At one time, the Irish Cup had almost permanent residence in the North West.
It’s strange to think of it now, in an era when clubs from the most passionate cricketing region of Ireland have become almost bystanders in the top club knockout competition, but the North West once dominated the rest.
The golden era began with the great Limavady team, a swashbuckling Dekker Curry at his peak as the Roesiders won their first ‘All-Ireland’ in 1994.
Bready lost to North Down in the final by just one run a year later and there followed six consecutive seasons when the Irish Cup travelled over the Glenshane Pass. Limavady won it again, and there were triumphs for Brigade (twice), Donemana and Strabane.
The last hurrah was 2004, as Limavady and Curry won an all-North West final against Strabane, and not a single North West club has won the competition since.
Bar Donemana’s glorious failure in the finals against all-conquering North County in 2008 and a Leinster side inspired by West Indian World T20 star Carlos Brathwaite in 2009, the North West has barely got a sniff of the trophy.
It’s four years since a North West club - Donemana - reached the semi-finals (they lost to Merrion), Brigade suffered the same fate to eventual winners Waringstown at Beechgrove in 2011 and Fox Lodge to Railway Union a year earlier,
The trend over recent years has unequivocally been a downward one - not a single North West club even reached the quarter-finals last year.
This summer barely looks more promising after last Sunday’s day of disaster. Donemana, Brigade and Coleraine were among five casualties, leaving Fox Lodge and Eglinton flying the flag in the last 16, and both will be underdogs tomorrow against YMCA and Waringstown respectfully.
So the big question is why? The drought comes as the North West is still producing star quality individual cricketers. Potentially at least, Andy McBrine and Stuart Thompson are comparable with the greats of any era, Craig Young is good enough to lead Ireland’s seam attack, and the NCU would dearly love a nucleus of talented cricketers in their early to mid-twenties like Ricky-Lee Dougherty, the McClintock twins, David Rankin and Andrew Britton.
North West pundit Lawrence Moore says many clubs don’t believe they have the depth to challenge Leinster and NCU opposition in either the National or Irish Cup and ‘prepare’ accordingly.
“The fact is that apart from the big three of Brigade, Coleraine and Donemana, and probably Strabane, there’s not the same positive mindset anymore around the Irish Cup competition,” he said.
“Some of the clubs look upon it and the National Cup as a jolly boys’ outing. Not everyone, Dekker wouldn’t have Ardmore thinking like that, but it is an endemic problem.”
Worryingly, Moore claims the North West’s struggles are indicative of cricket’s battle to remain relevant. He has identified a growing trend of young men who no longer have the tolerance for a seven or eight-hour day at a cricket ground.

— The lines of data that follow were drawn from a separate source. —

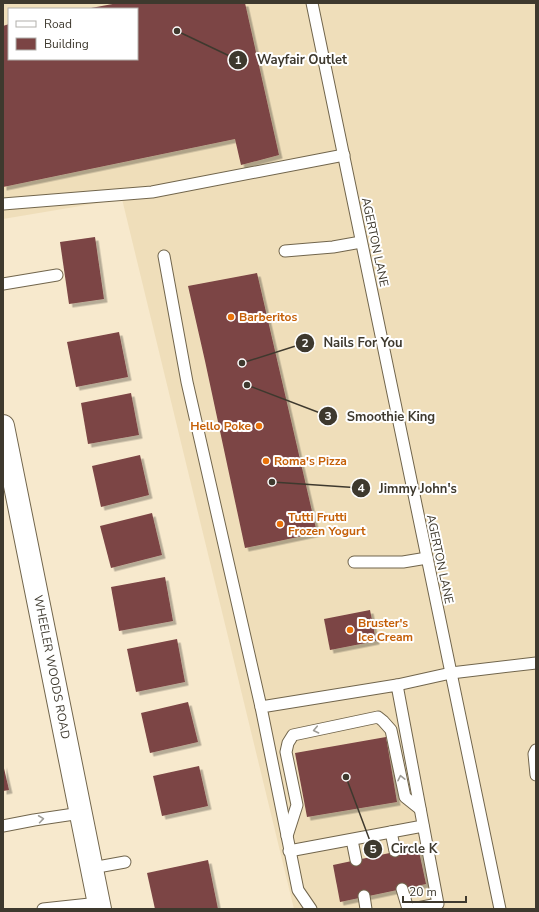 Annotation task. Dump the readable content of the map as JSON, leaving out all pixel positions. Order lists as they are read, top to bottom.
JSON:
{
  "streets": {
    "street": ["WHEELER WOODS ROAD"],
    "lane": ["AGERTON LANE"]
  },
  "places": [
    "Wayfair Outlet",
    "Barberitos",
    "Nails For You",
    "Smoothie King",
    "Hello Poke",
    "Roma's Pizza",
    "Jimmy John's",
    "Tutti Frutti Frozen Yogurt",
    "Bruster's Ice Cream",
    "Circle K"
  ],
  "legend": ["Road", "Building"],
  "scale_bar": "20 m"
}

“Young lads don’t have the enthusiasm for 50-over cricket. T20 has taken over the one-day game. There is not the same number of young lads playing. Donemana don’t have four or five teams out on a Saturday anymore, it’s only three. There are fewer people playing and that’s going to affect the North West more than the NCU or Leinster, because we have fewer people to choose from. There’s not much difference between the top 30 players in the North West and the NCU, but it’s underneath that we start to struggle.
“We are a match for the NCU in terms of professionals and top regional players, as you can see in the games between the Knights and the Warriors. But in strength of depth the NCU have the advantage and Leinster too have so much to choose from. Because of that, most of our clubs will struggle in the Irish Cup and now most of them see it as a day out rather than a cup they can win.
“That’s the way it’s been going for a few years now and I don’t know how we will get it back.”
Moore didn’t say it but the migration of North West talent to the NCU isn’t helping. Chris Dougherty, Graeme McCarter, Johnny Thompson and Phil Eaglestone wouldn’t half help a North West club.